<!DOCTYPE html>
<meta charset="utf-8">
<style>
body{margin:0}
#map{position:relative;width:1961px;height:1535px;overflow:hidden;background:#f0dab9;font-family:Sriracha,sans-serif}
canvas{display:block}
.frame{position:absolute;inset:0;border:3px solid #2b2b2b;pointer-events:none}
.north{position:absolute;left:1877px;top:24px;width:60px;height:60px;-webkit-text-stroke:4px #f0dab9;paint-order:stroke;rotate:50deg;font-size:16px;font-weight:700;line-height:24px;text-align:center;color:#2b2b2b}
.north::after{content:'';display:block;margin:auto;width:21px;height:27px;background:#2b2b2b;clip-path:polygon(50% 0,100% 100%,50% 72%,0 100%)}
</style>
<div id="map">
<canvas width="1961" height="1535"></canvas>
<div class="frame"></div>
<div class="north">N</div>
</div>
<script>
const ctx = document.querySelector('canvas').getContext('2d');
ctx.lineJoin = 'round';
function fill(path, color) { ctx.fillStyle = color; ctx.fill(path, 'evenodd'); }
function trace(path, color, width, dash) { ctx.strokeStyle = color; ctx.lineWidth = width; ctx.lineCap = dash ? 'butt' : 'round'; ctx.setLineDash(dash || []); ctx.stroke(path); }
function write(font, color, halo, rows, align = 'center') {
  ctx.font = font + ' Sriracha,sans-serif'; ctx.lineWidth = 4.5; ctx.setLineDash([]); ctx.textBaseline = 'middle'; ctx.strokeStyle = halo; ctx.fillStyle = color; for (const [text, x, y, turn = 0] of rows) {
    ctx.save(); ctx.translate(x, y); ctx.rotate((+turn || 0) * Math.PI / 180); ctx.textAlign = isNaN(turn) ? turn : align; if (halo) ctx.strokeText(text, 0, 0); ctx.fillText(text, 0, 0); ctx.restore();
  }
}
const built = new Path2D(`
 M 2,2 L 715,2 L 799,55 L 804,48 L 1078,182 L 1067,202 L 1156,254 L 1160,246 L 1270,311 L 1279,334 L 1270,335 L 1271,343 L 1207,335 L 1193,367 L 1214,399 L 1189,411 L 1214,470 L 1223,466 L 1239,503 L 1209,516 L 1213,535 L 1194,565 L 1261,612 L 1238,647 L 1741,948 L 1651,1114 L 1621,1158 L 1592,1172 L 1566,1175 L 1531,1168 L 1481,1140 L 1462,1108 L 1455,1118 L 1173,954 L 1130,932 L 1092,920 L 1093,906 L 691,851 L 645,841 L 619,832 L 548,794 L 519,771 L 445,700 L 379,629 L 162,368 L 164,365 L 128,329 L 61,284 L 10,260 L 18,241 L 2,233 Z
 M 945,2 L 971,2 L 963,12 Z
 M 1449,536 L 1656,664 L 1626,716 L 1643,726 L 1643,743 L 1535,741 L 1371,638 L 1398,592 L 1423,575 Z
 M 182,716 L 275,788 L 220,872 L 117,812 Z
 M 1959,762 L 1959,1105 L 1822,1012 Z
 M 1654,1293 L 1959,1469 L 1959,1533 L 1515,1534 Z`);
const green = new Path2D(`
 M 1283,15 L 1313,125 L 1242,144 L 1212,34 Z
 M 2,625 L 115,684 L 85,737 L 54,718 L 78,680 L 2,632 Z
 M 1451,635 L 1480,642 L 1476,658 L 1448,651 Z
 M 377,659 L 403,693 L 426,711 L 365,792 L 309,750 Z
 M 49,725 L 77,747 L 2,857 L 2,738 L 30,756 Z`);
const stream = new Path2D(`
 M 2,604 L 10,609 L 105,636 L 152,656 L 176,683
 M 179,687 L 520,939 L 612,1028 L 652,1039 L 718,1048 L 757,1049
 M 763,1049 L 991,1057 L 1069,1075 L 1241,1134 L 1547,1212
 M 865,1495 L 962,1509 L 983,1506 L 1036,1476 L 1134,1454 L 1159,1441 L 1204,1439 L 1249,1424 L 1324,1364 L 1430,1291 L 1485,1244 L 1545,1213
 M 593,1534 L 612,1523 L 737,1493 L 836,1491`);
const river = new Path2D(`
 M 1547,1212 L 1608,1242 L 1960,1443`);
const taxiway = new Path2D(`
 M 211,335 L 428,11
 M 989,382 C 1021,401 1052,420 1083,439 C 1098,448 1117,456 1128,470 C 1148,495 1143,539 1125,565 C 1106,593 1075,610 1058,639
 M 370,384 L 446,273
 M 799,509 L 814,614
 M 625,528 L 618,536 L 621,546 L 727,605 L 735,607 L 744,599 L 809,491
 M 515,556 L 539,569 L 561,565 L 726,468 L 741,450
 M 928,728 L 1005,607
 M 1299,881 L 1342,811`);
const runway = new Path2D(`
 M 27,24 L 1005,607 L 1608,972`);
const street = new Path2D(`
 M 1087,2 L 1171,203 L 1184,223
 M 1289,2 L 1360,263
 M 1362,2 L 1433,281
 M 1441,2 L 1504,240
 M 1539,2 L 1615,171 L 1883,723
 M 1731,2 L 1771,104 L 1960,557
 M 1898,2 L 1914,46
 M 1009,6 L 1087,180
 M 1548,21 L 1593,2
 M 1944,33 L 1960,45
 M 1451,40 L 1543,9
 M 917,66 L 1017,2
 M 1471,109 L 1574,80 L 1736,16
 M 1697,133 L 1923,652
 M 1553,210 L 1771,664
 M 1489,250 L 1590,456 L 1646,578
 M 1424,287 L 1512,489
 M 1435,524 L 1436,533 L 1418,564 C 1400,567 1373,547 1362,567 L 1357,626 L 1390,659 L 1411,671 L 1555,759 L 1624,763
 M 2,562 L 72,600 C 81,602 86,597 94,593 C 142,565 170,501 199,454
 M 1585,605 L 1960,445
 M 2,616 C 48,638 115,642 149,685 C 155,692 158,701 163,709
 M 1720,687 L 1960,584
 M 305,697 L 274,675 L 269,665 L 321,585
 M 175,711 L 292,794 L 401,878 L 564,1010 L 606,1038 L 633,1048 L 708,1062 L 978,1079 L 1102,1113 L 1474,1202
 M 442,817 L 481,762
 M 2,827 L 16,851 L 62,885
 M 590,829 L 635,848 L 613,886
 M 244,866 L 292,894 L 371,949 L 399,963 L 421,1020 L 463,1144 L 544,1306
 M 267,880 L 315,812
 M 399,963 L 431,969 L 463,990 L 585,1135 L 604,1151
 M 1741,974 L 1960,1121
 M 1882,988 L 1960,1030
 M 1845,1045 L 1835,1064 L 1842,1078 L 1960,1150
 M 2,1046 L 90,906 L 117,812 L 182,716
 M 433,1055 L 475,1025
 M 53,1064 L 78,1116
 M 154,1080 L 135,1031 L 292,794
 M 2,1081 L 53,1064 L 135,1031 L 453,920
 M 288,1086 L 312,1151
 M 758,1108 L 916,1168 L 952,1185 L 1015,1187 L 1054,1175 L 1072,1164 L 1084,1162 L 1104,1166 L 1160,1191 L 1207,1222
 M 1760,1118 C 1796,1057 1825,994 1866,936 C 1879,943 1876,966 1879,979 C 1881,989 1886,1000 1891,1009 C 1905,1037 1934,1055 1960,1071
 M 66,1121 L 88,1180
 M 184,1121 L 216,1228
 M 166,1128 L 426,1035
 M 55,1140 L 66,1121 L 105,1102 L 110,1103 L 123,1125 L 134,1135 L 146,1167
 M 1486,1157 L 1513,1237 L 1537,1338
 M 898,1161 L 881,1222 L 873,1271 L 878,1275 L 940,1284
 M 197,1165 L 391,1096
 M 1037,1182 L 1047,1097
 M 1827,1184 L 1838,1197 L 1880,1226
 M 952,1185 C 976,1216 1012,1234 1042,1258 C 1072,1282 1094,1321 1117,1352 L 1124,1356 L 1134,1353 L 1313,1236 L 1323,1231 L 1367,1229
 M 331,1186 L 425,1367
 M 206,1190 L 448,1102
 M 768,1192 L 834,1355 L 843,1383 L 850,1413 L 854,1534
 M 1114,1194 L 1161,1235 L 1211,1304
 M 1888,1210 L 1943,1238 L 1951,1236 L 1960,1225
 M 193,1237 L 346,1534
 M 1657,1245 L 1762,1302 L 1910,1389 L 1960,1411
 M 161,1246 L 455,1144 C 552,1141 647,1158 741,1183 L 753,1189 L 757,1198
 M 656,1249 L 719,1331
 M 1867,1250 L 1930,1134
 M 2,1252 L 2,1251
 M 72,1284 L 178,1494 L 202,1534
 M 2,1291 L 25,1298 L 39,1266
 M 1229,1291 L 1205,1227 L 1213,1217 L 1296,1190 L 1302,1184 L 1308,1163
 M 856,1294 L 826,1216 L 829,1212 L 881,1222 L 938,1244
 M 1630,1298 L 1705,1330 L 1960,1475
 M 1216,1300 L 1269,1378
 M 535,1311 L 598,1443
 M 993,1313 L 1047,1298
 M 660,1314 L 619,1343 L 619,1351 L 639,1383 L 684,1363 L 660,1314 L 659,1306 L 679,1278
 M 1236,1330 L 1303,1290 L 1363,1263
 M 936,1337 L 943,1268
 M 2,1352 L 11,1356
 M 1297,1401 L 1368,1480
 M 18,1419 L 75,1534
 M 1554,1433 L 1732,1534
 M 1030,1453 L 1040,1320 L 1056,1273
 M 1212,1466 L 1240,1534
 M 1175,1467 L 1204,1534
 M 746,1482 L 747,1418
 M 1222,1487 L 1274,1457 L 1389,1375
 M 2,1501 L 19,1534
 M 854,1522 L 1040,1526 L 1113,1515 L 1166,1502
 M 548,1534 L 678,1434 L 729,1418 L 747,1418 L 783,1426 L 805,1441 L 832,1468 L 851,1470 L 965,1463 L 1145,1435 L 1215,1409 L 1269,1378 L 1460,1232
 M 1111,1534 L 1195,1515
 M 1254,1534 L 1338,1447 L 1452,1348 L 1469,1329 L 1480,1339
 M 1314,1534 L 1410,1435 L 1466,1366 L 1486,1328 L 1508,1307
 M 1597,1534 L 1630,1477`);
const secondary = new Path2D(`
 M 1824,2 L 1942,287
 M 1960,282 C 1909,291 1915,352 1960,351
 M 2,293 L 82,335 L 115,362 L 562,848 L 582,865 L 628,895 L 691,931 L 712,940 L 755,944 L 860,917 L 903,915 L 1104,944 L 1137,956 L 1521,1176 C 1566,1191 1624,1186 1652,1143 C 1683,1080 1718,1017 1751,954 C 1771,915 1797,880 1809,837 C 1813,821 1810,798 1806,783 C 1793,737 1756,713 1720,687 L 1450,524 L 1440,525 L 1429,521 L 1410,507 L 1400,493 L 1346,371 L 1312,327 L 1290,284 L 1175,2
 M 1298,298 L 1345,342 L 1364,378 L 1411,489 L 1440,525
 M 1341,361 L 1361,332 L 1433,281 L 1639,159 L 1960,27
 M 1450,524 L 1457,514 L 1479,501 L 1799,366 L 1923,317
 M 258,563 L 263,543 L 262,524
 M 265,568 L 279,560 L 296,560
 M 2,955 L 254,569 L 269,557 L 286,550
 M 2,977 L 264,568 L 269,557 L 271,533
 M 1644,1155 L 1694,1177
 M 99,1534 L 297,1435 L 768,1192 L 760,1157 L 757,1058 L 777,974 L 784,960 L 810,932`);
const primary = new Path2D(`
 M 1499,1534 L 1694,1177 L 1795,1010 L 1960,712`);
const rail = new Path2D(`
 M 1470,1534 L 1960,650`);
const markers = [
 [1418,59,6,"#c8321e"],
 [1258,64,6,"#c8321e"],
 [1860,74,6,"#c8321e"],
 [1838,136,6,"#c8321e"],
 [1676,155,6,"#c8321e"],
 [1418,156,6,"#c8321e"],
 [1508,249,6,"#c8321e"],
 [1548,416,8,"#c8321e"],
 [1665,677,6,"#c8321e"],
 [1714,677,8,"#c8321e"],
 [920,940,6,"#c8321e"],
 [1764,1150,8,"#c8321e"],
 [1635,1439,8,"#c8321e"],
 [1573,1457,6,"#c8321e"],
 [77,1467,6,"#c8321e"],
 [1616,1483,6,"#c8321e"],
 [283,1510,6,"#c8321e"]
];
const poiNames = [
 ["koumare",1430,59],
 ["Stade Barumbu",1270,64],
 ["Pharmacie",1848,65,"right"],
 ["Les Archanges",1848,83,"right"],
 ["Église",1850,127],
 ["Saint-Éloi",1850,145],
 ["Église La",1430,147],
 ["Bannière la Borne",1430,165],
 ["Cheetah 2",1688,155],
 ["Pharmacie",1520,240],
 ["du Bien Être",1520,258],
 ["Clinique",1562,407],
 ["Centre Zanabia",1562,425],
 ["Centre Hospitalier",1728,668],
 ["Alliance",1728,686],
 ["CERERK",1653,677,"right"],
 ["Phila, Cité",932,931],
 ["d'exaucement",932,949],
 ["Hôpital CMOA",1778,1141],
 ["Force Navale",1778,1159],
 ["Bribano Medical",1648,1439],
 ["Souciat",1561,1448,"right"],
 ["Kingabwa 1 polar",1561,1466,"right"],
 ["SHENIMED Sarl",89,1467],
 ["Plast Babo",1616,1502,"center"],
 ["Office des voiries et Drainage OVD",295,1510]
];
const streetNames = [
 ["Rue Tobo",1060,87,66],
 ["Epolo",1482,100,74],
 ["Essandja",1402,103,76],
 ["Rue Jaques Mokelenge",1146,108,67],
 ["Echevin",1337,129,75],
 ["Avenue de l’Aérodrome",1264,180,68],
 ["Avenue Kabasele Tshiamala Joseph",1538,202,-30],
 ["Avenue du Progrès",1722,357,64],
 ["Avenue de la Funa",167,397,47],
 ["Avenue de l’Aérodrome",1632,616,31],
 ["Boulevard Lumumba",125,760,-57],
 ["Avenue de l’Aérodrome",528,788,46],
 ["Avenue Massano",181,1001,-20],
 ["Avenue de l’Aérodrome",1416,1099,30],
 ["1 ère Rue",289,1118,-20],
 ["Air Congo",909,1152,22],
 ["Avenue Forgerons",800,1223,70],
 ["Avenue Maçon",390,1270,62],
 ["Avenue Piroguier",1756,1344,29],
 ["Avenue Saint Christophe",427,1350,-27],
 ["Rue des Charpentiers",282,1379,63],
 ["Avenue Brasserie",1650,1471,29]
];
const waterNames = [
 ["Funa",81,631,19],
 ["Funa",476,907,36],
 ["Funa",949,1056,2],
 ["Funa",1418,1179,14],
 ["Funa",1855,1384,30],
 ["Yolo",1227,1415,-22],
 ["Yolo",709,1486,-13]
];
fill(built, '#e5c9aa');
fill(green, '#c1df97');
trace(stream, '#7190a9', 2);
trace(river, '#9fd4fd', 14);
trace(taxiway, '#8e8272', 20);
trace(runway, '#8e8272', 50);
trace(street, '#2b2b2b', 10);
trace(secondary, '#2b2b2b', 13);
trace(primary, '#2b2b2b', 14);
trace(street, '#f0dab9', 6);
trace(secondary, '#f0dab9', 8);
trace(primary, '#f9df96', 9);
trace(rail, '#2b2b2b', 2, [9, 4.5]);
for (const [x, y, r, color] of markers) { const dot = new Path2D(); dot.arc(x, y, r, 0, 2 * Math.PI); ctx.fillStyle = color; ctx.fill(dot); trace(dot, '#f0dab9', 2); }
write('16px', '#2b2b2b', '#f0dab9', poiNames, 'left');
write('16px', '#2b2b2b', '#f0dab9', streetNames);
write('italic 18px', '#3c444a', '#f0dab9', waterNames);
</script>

◆ ◆ ◆ ◆

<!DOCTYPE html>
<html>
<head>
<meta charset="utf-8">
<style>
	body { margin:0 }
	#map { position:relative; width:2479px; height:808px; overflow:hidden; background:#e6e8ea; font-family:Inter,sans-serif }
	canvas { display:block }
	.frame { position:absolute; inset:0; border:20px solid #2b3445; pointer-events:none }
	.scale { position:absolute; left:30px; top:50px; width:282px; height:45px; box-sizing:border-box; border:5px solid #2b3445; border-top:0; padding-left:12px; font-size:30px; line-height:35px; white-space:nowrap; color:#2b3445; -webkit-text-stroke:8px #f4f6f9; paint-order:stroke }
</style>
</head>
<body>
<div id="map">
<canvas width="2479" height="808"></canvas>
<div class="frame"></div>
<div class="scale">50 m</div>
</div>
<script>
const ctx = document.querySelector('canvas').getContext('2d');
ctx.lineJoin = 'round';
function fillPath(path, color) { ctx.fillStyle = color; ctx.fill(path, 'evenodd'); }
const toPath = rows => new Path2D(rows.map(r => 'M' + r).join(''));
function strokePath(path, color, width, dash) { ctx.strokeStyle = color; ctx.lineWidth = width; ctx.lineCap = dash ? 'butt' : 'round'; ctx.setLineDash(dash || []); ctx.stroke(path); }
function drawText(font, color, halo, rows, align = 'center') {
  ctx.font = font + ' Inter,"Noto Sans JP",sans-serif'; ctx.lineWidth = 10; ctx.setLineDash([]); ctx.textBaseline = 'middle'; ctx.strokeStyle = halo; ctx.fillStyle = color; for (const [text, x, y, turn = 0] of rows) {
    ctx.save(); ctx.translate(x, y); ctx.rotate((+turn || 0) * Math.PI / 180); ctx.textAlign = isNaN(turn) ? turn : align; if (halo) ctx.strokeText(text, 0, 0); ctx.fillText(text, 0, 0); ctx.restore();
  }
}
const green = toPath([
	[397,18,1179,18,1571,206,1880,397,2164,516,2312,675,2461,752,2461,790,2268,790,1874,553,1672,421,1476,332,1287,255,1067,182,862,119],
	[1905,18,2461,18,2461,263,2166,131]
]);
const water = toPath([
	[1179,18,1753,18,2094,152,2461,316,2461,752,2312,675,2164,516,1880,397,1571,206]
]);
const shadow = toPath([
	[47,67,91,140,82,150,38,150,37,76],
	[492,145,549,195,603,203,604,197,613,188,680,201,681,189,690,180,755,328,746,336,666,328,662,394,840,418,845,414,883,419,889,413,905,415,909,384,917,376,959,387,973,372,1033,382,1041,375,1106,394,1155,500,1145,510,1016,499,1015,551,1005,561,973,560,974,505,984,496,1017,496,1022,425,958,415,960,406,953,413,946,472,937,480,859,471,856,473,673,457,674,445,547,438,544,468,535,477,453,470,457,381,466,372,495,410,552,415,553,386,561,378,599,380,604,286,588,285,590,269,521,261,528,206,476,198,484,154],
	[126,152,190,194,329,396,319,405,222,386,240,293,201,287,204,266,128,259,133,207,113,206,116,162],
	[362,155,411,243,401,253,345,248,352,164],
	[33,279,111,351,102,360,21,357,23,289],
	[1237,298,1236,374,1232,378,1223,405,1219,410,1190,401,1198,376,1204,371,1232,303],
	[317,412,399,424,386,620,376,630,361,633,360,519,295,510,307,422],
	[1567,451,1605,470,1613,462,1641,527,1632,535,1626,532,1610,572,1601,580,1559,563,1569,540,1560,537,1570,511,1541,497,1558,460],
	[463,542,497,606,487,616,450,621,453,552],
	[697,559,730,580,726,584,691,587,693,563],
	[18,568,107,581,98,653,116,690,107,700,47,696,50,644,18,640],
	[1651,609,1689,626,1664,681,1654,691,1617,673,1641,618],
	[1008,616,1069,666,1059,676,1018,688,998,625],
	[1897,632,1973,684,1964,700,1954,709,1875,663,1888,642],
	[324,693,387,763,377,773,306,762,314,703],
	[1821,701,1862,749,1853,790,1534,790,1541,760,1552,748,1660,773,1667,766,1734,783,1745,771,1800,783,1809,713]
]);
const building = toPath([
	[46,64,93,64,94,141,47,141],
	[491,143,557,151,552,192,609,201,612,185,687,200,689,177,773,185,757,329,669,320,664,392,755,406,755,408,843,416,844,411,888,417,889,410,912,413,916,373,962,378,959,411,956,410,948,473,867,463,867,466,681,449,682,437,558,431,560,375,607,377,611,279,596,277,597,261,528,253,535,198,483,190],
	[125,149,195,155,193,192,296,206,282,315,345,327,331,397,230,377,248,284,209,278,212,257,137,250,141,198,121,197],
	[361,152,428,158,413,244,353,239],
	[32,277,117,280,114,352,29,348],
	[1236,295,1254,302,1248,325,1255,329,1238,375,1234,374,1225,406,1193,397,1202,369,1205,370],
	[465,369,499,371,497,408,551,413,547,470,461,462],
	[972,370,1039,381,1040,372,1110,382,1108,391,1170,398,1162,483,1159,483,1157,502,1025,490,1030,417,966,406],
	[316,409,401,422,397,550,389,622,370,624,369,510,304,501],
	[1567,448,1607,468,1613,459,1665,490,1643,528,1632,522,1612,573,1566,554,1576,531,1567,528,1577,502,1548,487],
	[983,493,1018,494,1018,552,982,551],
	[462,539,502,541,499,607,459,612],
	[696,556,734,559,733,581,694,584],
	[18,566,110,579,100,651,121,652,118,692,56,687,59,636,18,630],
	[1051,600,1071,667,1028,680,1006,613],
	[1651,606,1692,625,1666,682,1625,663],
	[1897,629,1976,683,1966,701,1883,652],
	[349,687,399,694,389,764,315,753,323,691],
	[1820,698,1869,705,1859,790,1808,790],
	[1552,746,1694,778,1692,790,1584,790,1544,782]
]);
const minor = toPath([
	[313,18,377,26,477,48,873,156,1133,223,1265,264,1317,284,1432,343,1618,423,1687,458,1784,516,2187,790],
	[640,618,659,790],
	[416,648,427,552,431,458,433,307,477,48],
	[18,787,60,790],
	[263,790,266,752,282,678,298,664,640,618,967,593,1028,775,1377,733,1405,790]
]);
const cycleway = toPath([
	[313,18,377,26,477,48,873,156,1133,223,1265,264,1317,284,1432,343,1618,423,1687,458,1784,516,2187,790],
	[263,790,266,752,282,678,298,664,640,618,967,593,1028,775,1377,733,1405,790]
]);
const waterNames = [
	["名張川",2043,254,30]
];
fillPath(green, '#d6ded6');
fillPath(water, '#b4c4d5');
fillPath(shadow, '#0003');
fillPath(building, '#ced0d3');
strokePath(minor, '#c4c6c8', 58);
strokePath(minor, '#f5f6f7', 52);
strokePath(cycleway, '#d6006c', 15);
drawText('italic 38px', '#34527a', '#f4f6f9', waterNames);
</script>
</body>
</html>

◆ ◆ ◆ ◆

Your task is to return each line of the data above that contains the string "middle".

=== WRITTEN SOLUTION ===
  ctx.font = font + ' Sriracha,sans-serif'; ctx.lineWidth = 4.5; ctx.setLineDash([]); ctx.textBaseline = 'middle'; ctx.strokeStyle = halo; ctx.fillStyle = color; for (const [text, x, y, turn = 0] of rows) {
  ctx.font = font + ' Inter,"Noto Sans JP",sans-serif'; ctx.lineWidth = 10; ctx.setLineDash([]); ctx.textBaseline = 'middle'; ctx.strokeStyle = halo; ctx.fillStyle = color; for (const [text, x, y, turn = 0] of rows) {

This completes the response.